The setting’s magical appeal remains evident. The ruins of the ancient city of Heliopolis, some of the world’s largest and best-preserved Roman architectural relics, stand mostly deserted for much of the year. Visitors are free to scramble over the massive stone blocks of the temples of Jupiter and Bacchus, with grass and wildflowers sprouting between them in places.
But in a country where sectarian mistrust lingers, Ms. Hadid said, some Lebanese are afraid to come and fewer and fewer people spend the night in Baalbek after the festival. More broadly, the Syrian conflict has now decimated Lebanon’s tourist season two years running.
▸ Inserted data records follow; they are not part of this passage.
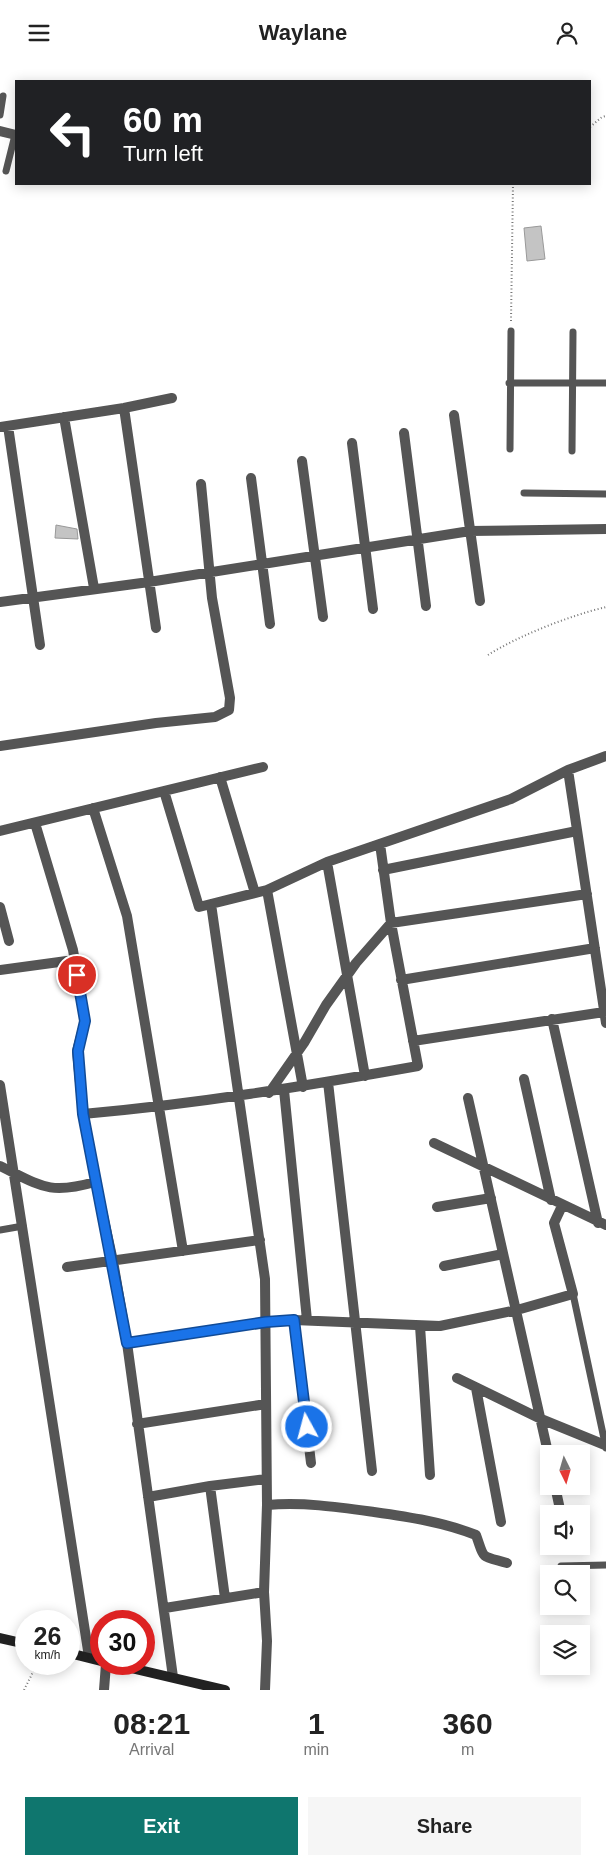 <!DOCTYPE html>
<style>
:root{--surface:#fff;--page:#f6f6f6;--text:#222;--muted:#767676;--accent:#0f766e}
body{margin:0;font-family:Arial,sans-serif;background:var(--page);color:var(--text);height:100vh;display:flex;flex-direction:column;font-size:19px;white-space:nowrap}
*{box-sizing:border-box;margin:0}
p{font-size:16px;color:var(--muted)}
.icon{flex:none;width:28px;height:28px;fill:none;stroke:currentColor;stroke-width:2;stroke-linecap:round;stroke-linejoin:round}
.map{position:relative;height:1625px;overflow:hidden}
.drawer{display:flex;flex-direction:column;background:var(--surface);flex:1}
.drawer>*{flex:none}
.hud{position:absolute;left:15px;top:15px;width:576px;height:105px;border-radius:0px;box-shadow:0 2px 12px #0003;background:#202124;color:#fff;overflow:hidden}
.needle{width:32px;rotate:175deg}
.tools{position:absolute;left:540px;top:1380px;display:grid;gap:10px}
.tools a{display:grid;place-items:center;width:50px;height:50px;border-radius:0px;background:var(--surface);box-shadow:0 2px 12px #0003;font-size:25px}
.speed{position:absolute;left:15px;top:1545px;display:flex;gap:10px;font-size:25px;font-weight:700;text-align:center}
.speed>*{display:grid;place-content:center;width:65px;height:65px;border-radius:50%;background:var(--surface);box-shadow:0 2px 12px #0003;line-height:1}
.speed small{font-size:12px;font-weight:400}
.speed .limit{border:8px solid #d22;background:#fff;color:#111}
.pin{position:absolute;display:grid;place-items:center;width:42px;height:42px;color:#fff;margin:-21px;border:2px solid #fff;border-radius:50%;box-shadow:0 1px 5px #0007}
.me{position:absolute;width:55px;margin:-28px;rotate:353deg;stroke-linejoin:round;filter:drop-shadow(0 0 4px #0008)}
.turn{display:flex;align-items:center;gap:18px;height:105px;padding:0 25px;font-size:22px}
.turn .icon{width:65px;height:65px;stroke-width:2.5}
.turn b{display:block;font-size:35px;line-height:42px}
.eta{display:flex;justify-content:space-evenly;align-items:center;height:85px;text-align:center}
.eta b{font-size:30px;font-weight:700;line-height:35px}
.action{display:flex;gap:10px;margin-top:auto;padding:10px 25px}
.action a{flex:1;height:58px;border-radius:0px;background:var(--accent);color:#fff;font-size:20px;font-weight:700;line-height:58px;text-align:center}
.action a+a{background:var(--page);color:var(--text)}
header{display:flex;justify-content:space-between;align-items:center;height:65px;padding:0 25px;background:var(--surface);font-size:22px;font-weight:700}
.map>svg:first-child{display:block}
.building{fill:#c4c4c4;stroke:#999}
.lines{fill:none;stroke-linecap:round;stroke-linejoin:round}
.path{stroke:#777;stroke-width:2;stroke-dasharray:1 2.5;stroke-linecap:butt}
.lane{stroke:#555;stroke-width:7}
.street{stroke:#555;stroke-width:10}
.secondary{stroke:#222;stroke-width:10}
.route-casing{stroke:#114b97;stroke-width:12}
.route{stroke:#1a73e8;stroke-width:9}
</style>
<header><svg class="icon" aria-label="menu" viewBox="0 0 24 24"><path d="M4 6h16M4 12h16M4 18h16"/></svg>Waylane<svg class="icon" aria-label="person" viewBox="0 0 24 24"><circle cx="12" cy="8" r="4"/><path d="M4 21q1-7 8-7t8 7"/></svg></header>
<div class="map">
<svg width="606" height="1625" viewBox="0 0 606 1625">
<rect width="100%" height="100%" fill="#fff"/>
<path class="building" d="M541 161 545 194 527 196 524 163Z
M56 460 77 464 78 474 55 473Z"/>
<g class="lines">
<path class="path" d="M590 62 602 52 606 51
M511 256 513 119
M488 590C520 570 569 551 606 542
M24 1625 37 1599"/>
<path class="lane" d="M0 50 3 31
M6 106 15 70
M509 318H606
M510 384 511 266
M572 386 573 267
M524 428 606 429
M0 1165 23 1161
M573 1229 606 1383
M561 1501 606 1500"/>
<path class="street" d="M0 66 16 70
M124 343 156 563
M454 350 480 536
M64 352 94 523
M8 361 40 580
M0 362 124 343 172 333
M404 368 426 541
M352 378 373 544
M302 396 323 552
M251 413 270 559
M0 537 149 517 470 466 606 464
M0 681 156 658 215 652 229 645 230 633 212 533 201 419
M568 705 606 958
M220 712 255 828
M164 726 199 842 267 825 327 797 511 734 568 705 606 691
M93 743 127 851 183 1186
M35 758 73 885 85 956 77 986 83 1049 97 1123 113 1196 127 1278 173 1612
M0 766 263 702
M327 797 365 1011
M383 805 577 766
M267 825 303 1022
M211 839 265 1214 267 1440 264 1527 267 1576 265 1625
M0 842 9 876
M0 905 74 895
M401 915 595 883
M552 954 598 1158
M413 976 604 947
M524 1014 551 1135
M328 1017 372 1406
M0 1020 89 1592
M284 1025 307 1255
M269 1028 304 978 326 940 356 898 391 858 587 829
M468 1033 549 1392
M83 1049C196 1039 306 1021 418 1001L391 858 380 779
M434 1078 606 1160
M0 1101C41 1121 49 1130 95 1117
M437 1142 491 1133
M444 1201 503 1189
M67 1202 260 1175
M294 1255 311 1398
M420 1261 430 1410
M127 1278 266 1257 294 1255 440 1261 517 1245 573 1229 554 1158 562 1141
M457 1313 541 1354 605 1380
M476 1323 501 1457
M137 1359 266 1339
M210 1421 225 1533
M555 1421 561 1449
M148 1432 210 1421 266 1414
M267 1440C304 1437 338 1442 374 1447 409 1452 443 1457 476 1470 485 1495 479 1490 507 1498
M165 1543 264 1527
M104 1625 106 1599"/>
<path class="secondary" d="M0 1573 26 1579
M69 1588 101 1596
M114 1599 225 1625"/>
</g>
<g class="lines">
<g class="route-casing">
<path id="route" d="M77 910 85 956 78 986 83 1049 127 1278 266 1257 294 1255 307 1362"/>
</g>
<use href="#route" class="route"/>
</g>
</svg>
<div class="tools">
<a><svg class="needle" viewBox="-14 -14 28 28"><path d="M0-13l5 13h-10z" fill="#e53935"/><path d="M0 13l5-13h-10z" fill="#767676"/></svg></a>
<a><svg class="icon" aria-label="sound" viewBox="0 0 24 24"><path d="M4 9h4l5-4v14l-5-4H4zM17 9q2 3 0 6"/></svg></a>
<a><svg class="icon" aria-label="search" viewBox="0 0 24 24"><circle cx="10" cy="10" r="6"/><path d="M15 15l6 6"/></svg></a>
<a><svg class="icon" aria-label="layers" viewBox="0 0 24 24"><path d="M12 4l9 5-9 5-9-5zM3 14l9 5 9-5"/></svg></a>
</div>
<div class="speed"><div>26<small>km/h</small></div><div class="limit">30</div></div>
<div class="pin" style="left:77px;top:910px;background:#d93025"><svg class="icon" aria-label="arrive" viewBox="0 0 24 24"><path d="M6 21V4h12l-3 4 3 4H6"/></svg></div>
<svg class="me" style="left:307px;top:1362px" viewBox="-20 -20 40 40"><circle r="17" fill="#1a73e8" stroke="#fff" stroke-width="3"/><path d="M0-11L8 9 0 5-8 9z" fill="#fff"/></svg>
<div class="hud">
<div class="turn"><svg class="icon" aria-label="left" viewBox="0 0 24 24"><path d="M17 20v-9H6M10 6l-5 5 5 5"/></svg><div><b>60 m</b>Turn left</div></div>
</div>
</div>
<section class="drawer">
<div class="eta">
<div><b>08:21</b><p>Arrival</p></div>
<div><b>1</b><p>min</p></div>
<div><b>360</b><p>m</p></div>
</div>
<div class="action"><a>Exit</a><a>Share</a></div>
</section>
Tens of thousands of Syrian refugees have flooded the city, and are still pouring in. Hezbollah has sent fighters to support the Syrian government, and military convoys — and funeral processions — trundle openly along the roads of the Bekaa. Syrian rebels, mostly Sunnis, and their Lebanese sympathizers have retaliated, increasing fears of sectarian conflict. They were suspected of firing rockets last month into the town’s outskirts, probably trying to jab at their enemy but in effect terrifying residents, not to mention the ticket-buying culturati.
The loss of Ms. Fleming was a serious blow to the festival. In a statement, she said she was sad to withdraw but felt obliged to heed the latest State Department warning urging Americans to avoid all travel to Lebanon. “I look forward to a time when these conditions have abated, especially for the sake of those in the region,” she said, “and also so that I can experience the legendary kindness and hospitality of the Lebanese people.”
The Syrian war has also driven away regular summer visitors, including wealthy gulf Arabs and even some Lebanese expatriates. That economic crisis has made it even harder for the festival organizers, who receive a third of their financing from the state but must raise the rest. But the lineup still includes prominent names, like the rock singer Marianne Faithfull and the revered Lebanese oud player Marcel Khalife. For the move, the organizers opted for the silk factory, currently used for weddings and other events. Situated in an industrial Beirut neighborhood, it has graceful arches and stone walls that glow in the sunset.
Ms. Hadid said the committee wanted to promote architectural preservation and bring people to a place they had never noticed. But, she added, “it’s nothing like Baalbek.”